Depremler insanlık tarihinde büyük acıların yaşanmasına yol açan en önemli doğa olaylarının başında geliyor. Bu özelliğiyle de hepimizi korkutuyor. 12 Haziran tarihinde Ege Denizi’nde (Karaburun’un 25 km. kuzeyinde) meydana gelen depremler, bir deprem ülkesi olduğumuz gerçeğini bir kez daha anımsattı. Başta İzmir-Manisa ve Balıkesir olmak üzere bütün kıyı Ege’de ve Trakya’da hissedilen deprem, doğal olarak bölge insanını ciddi paniğe sürükledi. Artçı sarsıntılar bir süre daha sürecek diyor uzmanlar.
Zaman zaman doğa bizi bu gerçekle yüzleştiriyor, uyarıyor. Nasıl yağmur yağıyorsa, kar yağıyorsa, depremler de olacak. Bundan kaçış yok! Sorun, ne yapmamız, nasıl davranmamız gerektiğinin bilincine varabilmek. Akılla üstesinden gelebilmek.

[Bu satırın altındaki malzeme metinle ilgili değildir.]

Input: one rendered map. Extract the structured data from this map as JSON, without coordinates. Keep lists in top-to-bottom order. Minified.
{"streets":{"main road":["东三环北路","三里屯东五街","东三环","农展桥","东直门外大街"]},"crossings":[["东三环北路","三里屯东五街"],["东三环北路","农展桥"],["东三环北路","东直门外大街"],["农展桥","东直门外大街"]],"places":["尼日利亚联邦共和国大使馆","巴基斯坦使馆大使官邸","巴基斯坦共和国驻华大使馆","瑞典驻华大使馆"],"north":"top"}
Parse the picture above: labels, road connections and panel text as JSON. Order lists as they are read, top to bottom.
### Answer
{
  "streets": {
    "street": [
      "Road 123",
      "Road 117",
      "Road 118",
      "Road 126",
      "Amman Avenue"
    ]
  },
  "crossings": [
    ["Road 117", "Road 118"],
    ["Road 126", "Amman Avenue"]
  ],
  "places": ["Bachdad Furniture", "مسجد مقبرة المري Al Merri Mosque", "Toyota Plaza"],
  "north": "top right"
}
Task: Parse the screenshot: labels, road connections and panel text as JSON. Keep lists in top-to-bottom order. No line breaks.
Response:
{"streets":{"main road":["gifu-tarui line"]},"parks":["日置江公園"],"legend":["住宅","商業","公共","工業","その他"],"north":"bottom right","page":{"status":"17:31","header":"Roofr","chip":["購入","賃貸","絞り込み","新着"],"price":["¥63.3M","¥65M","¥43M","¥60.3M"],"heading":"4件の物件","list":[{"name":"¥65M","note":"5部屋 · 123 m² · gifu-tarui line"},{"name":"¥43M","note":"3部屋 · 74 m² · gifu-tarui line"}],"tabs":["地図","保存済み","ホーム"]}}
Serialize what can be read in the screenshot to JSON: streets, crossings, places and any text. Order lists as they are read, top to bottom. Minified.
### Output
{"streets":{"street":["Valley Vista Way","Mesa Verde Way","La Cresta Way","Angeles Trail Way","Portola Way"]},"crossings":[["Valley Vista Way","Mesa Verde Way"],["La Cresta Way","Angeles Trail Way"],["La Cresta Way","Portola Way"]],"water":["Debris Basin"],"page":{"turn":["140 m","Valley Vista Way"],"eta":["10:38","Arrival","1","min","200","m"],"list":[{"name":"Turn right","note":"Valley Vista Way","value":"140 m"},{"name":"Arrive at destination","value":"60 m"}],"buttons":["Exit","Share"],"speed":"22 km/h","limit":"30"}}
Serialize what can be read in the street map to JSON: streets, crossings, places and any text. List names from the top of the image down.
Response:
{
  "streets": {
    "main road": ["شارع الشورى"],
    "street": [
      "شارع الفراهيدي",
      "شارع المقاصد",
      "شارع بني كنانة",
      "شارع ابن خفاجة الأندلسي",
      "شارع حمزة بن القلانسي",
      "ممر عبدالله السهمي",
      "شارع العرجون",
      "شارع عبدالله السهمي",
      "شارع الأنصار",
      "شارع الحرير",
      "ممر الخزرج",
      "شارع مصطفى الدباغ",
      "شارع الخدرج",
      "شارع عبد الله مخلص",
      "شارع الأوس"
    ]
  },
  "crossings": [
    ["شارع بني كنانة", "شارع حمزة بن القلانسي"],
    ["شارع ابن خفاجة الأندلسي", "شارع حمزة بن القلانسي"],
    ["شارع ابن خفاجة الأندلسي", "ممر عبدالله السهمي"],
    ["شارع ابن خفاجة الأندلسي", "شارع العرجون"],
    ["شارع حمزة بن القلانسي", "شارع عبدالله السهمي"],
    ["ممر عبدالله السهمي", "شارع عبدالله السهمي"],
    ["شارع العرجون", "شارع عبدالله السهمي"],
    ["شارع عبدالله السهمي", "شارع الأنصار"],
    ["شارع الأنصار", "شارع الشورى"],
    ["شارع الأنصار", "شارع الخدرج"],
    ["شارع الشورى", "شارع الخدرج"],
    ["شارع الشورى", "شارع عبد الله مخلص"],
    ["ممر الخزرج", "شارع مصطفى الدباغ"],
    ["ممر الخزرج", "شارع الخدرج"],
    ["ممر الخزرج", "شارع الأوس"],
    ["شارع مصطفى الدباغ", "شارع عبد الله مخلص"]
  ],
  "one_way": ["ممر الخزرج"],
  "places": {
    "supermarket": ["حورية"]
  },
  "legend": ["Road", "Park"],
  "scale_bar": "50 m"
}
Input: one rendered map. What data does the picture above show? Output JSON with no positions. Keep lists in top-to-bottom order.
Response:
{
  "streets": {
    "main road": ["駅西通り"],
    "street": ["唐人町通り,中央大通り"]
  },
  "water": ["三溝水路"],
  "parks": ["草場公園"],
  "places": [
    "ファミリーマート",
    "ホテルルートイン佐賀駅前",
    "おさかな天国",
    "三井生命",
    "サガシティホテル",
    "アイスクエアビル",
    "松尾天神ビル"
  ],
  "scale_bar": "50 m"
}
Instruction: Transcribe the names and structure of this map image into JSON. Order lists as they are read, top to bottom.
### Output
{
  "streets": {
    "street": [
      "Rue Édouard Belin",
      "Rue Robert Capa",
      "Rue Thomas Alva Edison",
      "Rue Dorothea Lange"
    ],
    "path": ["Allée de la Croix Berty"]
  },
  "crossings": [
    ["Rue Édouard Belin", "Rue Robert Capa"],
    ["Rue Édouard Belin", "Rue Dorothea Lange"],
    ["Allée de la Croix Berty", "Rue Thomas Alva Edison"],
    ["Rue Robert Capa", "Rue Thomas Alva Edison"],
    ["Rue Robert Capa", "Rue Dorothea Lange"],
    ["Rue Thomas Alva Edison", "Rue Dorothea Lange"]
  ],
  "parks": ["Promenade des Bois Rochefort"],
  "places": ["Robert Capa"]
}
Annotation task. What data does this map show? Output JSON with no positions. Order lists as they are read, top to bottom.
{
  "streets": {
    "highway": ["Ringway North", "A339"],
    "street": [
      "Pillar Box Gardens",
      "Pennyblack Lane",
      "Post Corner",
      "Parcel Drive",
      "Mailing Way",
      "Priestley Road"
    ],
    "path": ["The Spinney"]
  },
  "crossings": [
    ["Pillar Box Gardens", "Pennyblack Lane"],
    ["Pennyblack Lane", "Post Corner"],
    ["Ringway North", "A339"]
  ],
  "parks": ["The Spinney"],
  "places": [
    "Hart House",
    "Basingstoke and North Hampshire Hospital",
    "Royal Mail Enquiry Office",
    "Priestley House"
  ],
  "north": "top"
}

Son depremin ortaya çıkardığı, gözümüze soktuğu bilimsel bir gerçek var ki bu çok önemli ve bize ne yapmamızı, daha doğrusu neleri asla yapmamamız gerektiğini bütün açıklığıyla gösterdi. Eğer bu bilimsel gerçeklere gözümüzü kapar ve hiç yokmuş gibi davranmaya devam edersek bedelini bütün ülke olarak ağır bir şekilde öderiz. Bu da deprem gerçeği gibi açık bir gerçeklik!
Bu bağlamda, Karaburun açıklarındaki 6.2 büyüklüğündeki depremin, kıyı yerleşimlerinde 7 şiddetinde hissedilmesinin üzerinde önemle durmak gerekiyor. Bu durum bölgenin jeolojik özellikleriyle yakından ilgili. Kıyılar gevşek, doğal anlamda zayıf tutturulmuş, doğal çimentosu sağlam olmayan, alüvyonal arazilerden oluşmakta. Bu durum depremin daha büyük hissedilmesine yol açan en önemli faktör. Ege Bölgesinin jeoloik yapısı gereği yer altı su seviyesinin yüksek olduğu biliniyor. Bu yüzden olası bir depremde, zeminin sıvılaşıp (Adapazarı Depremi örneği) hasarı büyütmesi beklenen bir durumdur.
Yeri gelmişken, Sanayinin Geliştirilmesi ve Üretimin Desteklenmesi Yasa Tasarısı adıyla, kıyıların, meraların, zeytinliklerin sanayileşme ve madenciliğe, doğal olarak yapılaşmaya açılmasına; kıyılardaki yüksek yapılaşmalara; denizlerdeki havaalanı, stadyum benzeri büyük üst yapılara bu bağlamda da bakmak gerekiyor. Tüm bu yapılanların, ülkemiz deprem gerçeğiyle ne kadar uyumsuz olduğu ortada.. Alüvyonal kıyı bölgelerinde yapılan büyük üst yapıların, oturacağı gevşek zemine yükleyeceği yükün, zemin özelliği bile olmayan, yüksek oranda su içeren bu jeolojik birimlerde ilerde büyük sorunlara yol açabileceğini; bu sorunun, deprem anında olaşabilecek sıvılaşma ile birleştiğinde daha da büyük boyutlara varabileceğini konunun uzmanları yıllardır söylüyor. Ama ne yazık ki bu imalatlar bütün hızıyla sürüyor!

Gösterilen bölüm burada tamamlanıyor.